• Exercise description: The full set of entries is to be printed exactly, with pictures excluded.

• Provided information:

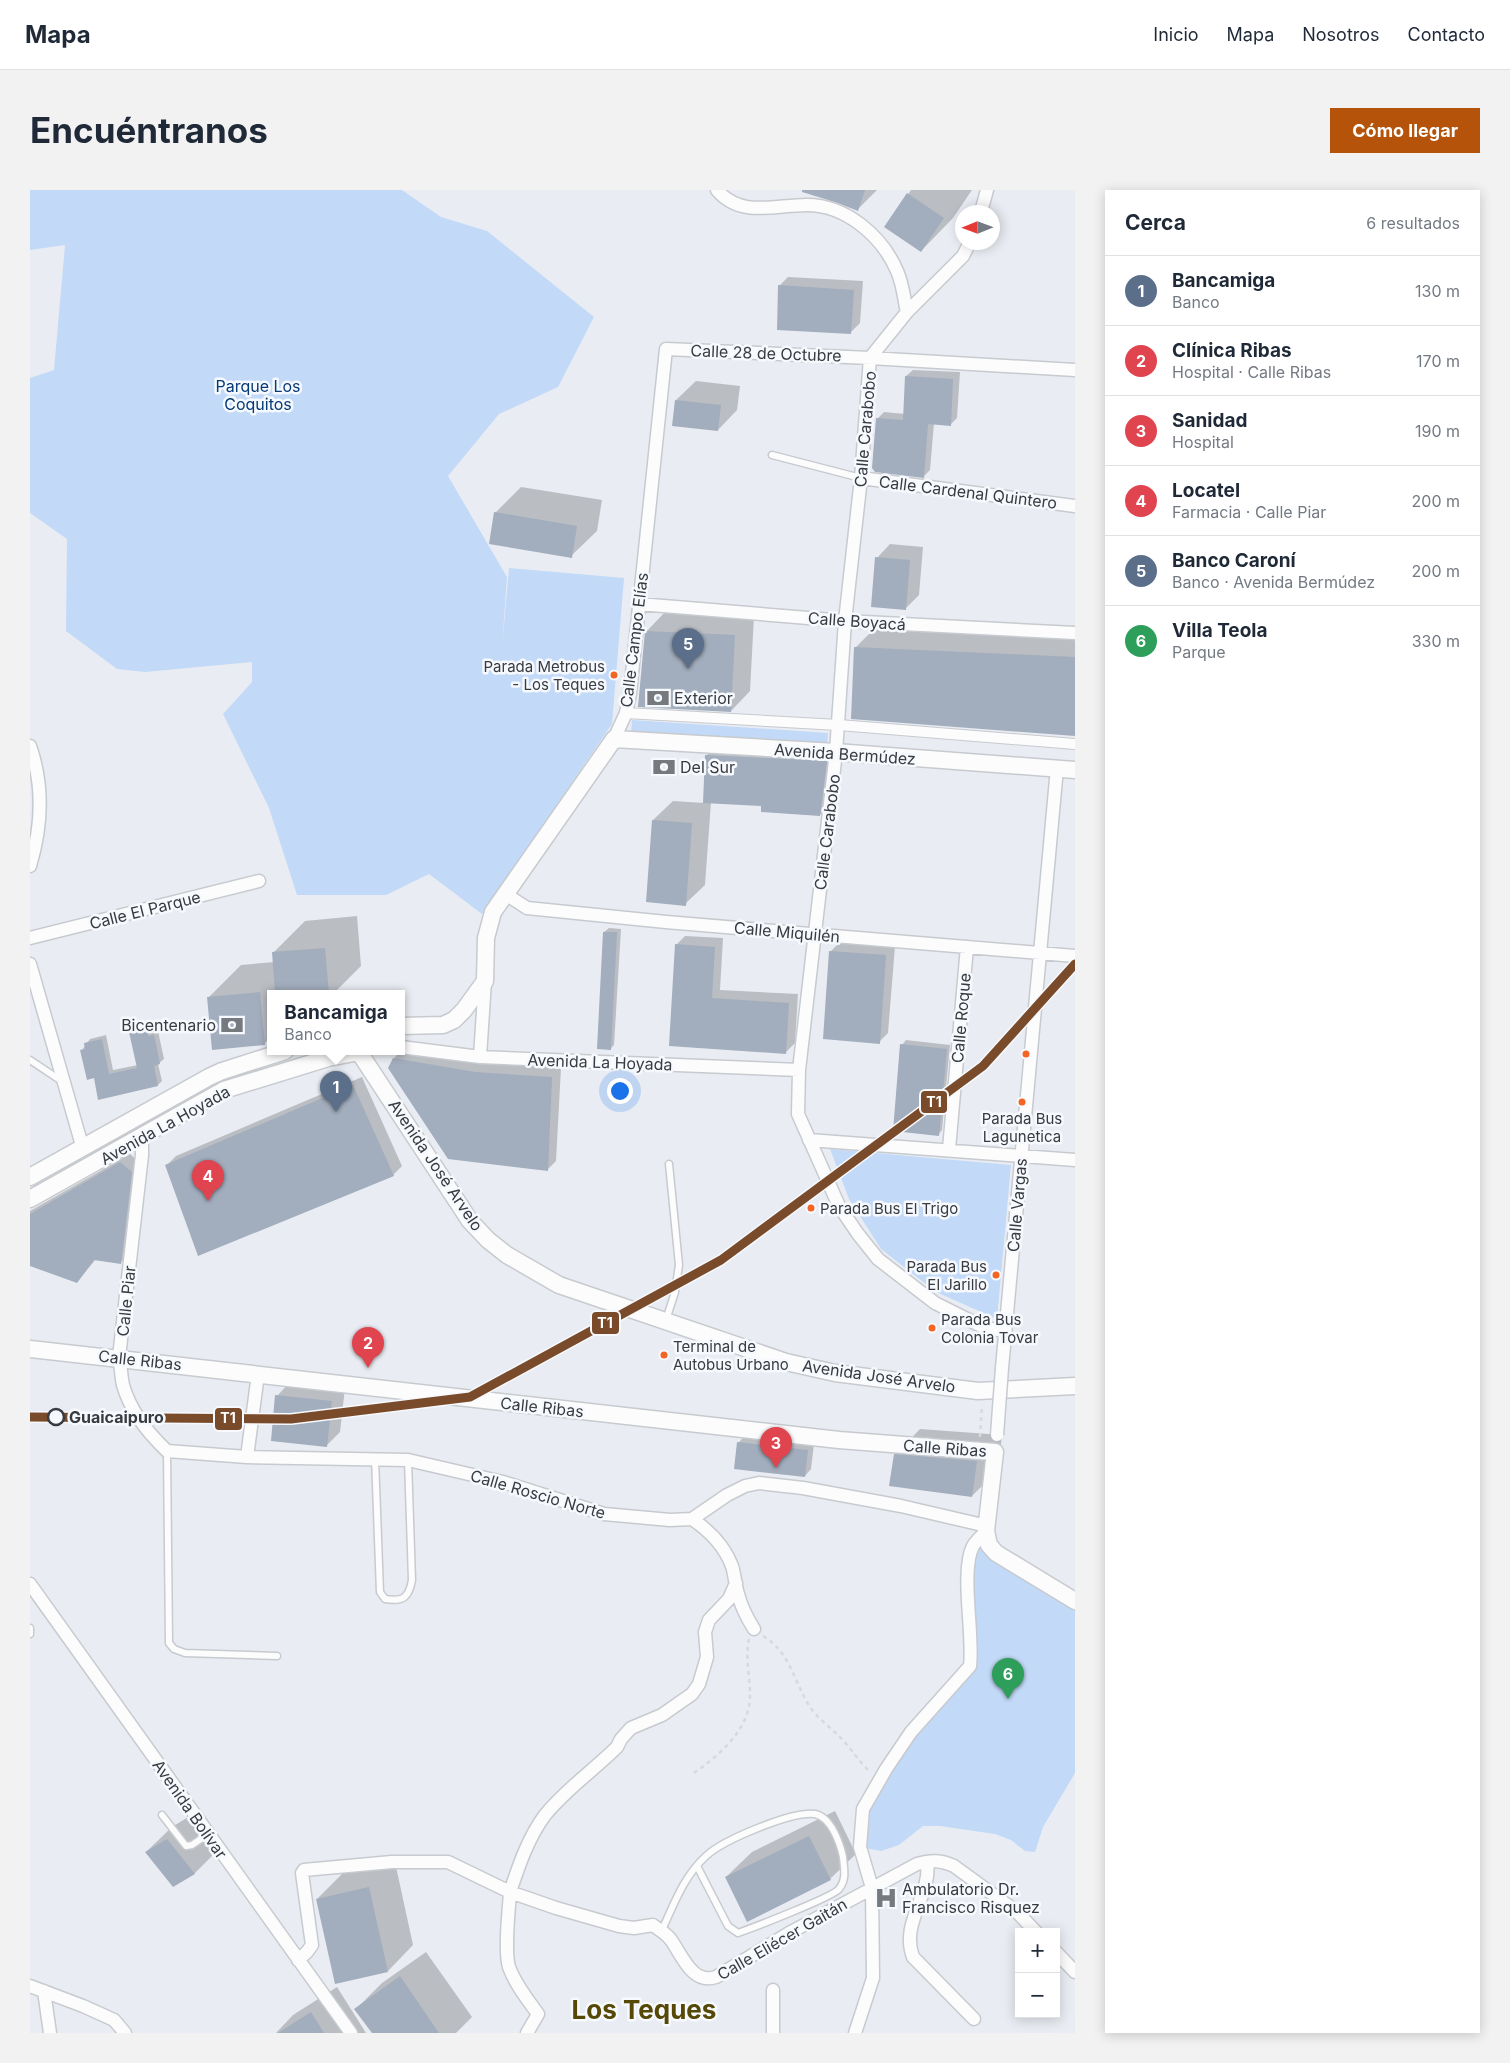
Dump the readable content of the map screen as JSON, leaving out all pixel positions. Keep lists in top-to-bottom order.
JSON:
{
  "streets": {
    "street": [
      "Calle 28 de Octubre",
      "Calle Carabobo",
      "Calle Cardenal Quintero",
      "Calle Boyacá",
      "Calle Campo Elías",
      "Avenida Bermúdez",
      "Calle El Parque",
      "Calle Miquilén",
      "Calle Roque",
      "Avenida La Hoyada",
      "Avenida José Arvelo",
      "Calle Vargas",
      "Calle Piar",
      "Calle Ribas",
      "Calle Roscio Norte",
      "Avenida Bolívar",
      "Calle Eliécer Gaitán"
    ]
  },
  "crossings": [
    ["Calle 28 de Octubre", "Calle Carabobo"],
    ["Calle 28 de Octubre", "Calle Campo Elías"],
    ["Calle Carabobo", "Calle Cardenal Quintero"],
    ["Calle Carabobo", "Calle Boyacá"],
    ["Calle Carabobo", "Avenida Bermúdez"],
    ["Calle Carabobo", "Calle Miquilén"],
    ["Calle Carabobo", "Avenida La Hoyada"],
    ["Calle Carabobo", "Calle Vargas"],
    ["Calle Boyacá", "Calle Campo Elías"],
    ["Calle Campo Elías", "Avenida Bermúdez"],
    ["Calle Campo Elías", "Calle Miquilén"],
    ["Avenida Bermúdez", "Calle Vargas"],
    ["Calle Miquilén", "Calle Roque"],
    ["Calle Miquilén", "Calle Vargas"],
    ["Avenida La Hoyada", "Calle Piar"],
    ["Calle Vargas", "Calle Ribas"],
    ["Calle Piar", "Calle Ribas"],
    ["Calle Piar", "Calle Roscio Norte"]
  ],
  "districts": ["Los Teques"],
  "parks": ["Parque Los Coquitos"],
  "places": {
    "other": [
      "Parada Metrobus - Los Teques",
      "Parada Bus Lagunetica",
      "Parada Bus El Trigo",
      "Parada Bus El Jarillo",
      "Parada Bus Colonia Tovar",
      "Terminal de Autobus Urbano",
      "Guaicaipuro"
    ],
    "bank": ["Exterior", "Del Sur", "Bicentenario"],
    "hospital": ["Ambulatorio Dr. Francisco Risquez"]
  },
  "lines": ["transit line T1"],
  "north": "left",
  "page": {
    "header": "Mapa",
    "nav": [
      "Inicio",
      "Mapa",
      "Nosotros",
      "Contacto"
    ],
    "buttons": "Cómo llegar",
    "title": "Encuéntranos",
    "heading": ["Cerca", "6 resultados"],
    "list": [
      {
        "mark": "1",
        "name": "Bancamiga",
        "note": "Banco",
        "value": "130 m"
      },
      {
        "mark": "2",
        "name": "Clínica Ribas",
        "note": "Hospital · Calle Ribas",
        "value": "170 m"
      },
      {
        "mark": "3",
        "name": "Sanidad",
        "note": "Hospital",
        "value": "190 m"
      },
      {
        "mark": "4",
        "name": "Locatel",
        "note": "Farmacia · Calle Piar",
        "value": "200 m"
      },
      {
        "mark": "5",
        "name": "Banco Caroní",
        "note": "Banco · Avenida Bermúdez",
        "value": "200 m"
      },
      {
        "mark": "6",
        "name": "Villa Teola",
        "note": "Parque",
        "value": "330 m"
      }
    ],
    "pins": [
      "5",
      "1",
      "4",
      "2",
      "3",
      "6"
    ],
    "popup": ["Bancamiga", "Banco"],
    "map_buttons": ["+", "−"]
  }
}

• Answer section:
Dump the readable content of the map screen as JSON, leaving out all pixel positions. Keep lists in top-to-bottom order.
JSON:
{
  "streets": {
    "street": [
      "Calle 28 de Octubre",
      "Calle Carabobo",
      "Calle Cardenal Quintero",
      "Calle Boyacá",
      "Calle Campo Elías",
      "Avenida Bermúdez",
      "Calle El Parque",
      "Calle Miquilén",
      "Calle Roque",
      "Avenida La Hoyada",
      "Avenida José Arvelo",
      "Calle Vargas",
      "Calle Piar",
      "Calle Ribas",
      "Calle Roscio Norte",
      "Avenida Bolívar",
      "Calle Eliécer Gaitán"
    ]
  },
  "crossings": [
    ["Calle 28 de Octubre", "Calle Carabobo"],
    ["Calle 28 de Octubre", "Calle Campo Elías"],
    ["Calle Carabobo", "Calle Cardenal Quintero"],
    ["Calle Carabobo", "Calle Boyacá"],
    ["Calle Carabobo", "Avenida Bermúdez"],
    ["Calle Carabobo", "Calle Miquilén"],
    ["Calle Carabobo", "Avenida La Hoyada"],
    ["Calle Carabobo", "Calle Vargas"],
    ["Calle Boyacá", "Calle Campo Elías"],
    ["Calle Campo Elías", "Avenida Bermúdez"],
    ["Calle Campo Elías", "Calle Miquilén"],
    ["Avenida Bermúdez", "Calle Vargas"],
    ["Calle Miquilén", "Calle Roque"],
    ["Calle Miquilén", "Calle Vargas"],
    ["Avenida La Hoyada", "Calle Piar"],
    ["Calle Vargas", "Calle Ribas"],
    ["Calle Piar", "Calle Ribas"],
    ["Calle Piar", "Calle Roscio Norte"]
  ],
  "districts": ["Los Teques"],
  "parks": ["Parque Los Coquitos"],
  "places": {
    "other": [
      "Parada Metrobus - Los Teques",
      "Parada Bus Lagunetica",
      "Parada Bus El Trigo",
      "Parada Bus El Jarillo",
      "Parada Bus Colonia Tovar",
      "Terminal de Autobus Urbano",
      "Guaicaipuro"
    ],
    "bank": ["Exterior", "Del Sur", "Bicentenario"],
    "hospital": ["Ambulatorio Dr. Francisco Risquez"]
  },
  "lines": ["transit line T1"],
  "north": "left",
  "page": {
    "header": "Mapa",
    "nav": [
      "Inicio",
      "Mapa",
      "Nosotros",
      "Contacto"
    ],
    "buttons": "Cómo llegar",
    "title": "Encuéntranos",
    "heading": ["Cerca", "6 resultados"],
    "list": [
      {
        "mark": "1",
        "name": "Bancamiga",
        "note": "Banco",
        "value": "130 m"
      },
      {
        "mark": "2",
        "name": "Clínica Ribas",
        "note": "Hospital · Calle Ribas",
        "value": "170 m"
      },
      {
        "mark": "3",
        "name": "Sanidad",
        "note": "Hospital",
        "value": "190 m"
      },
      {
        "mark": "4",
        "name": "Locatel",
        "note": "Farmacia · Calle Piar",
        "value": "200 m"
      },
      {
        "mark": "5",
        "name": "Banco Caroní",
        "note": "Banco · Avenida Bermúdez",
        "value": "200 m"
      },
      {
        "mark": "6",
        "name": "Villa Teola",
        "note": "Parque",
        "value": "330 m"
      }
    ],
    "pins": [
      "5",
      "1",
      "4",
      "2",
      "3",
      "6"
    ],
    "popup": ["Bancamiga", "Banco"],
    "map_buttons": ["+", "−"]
  }
}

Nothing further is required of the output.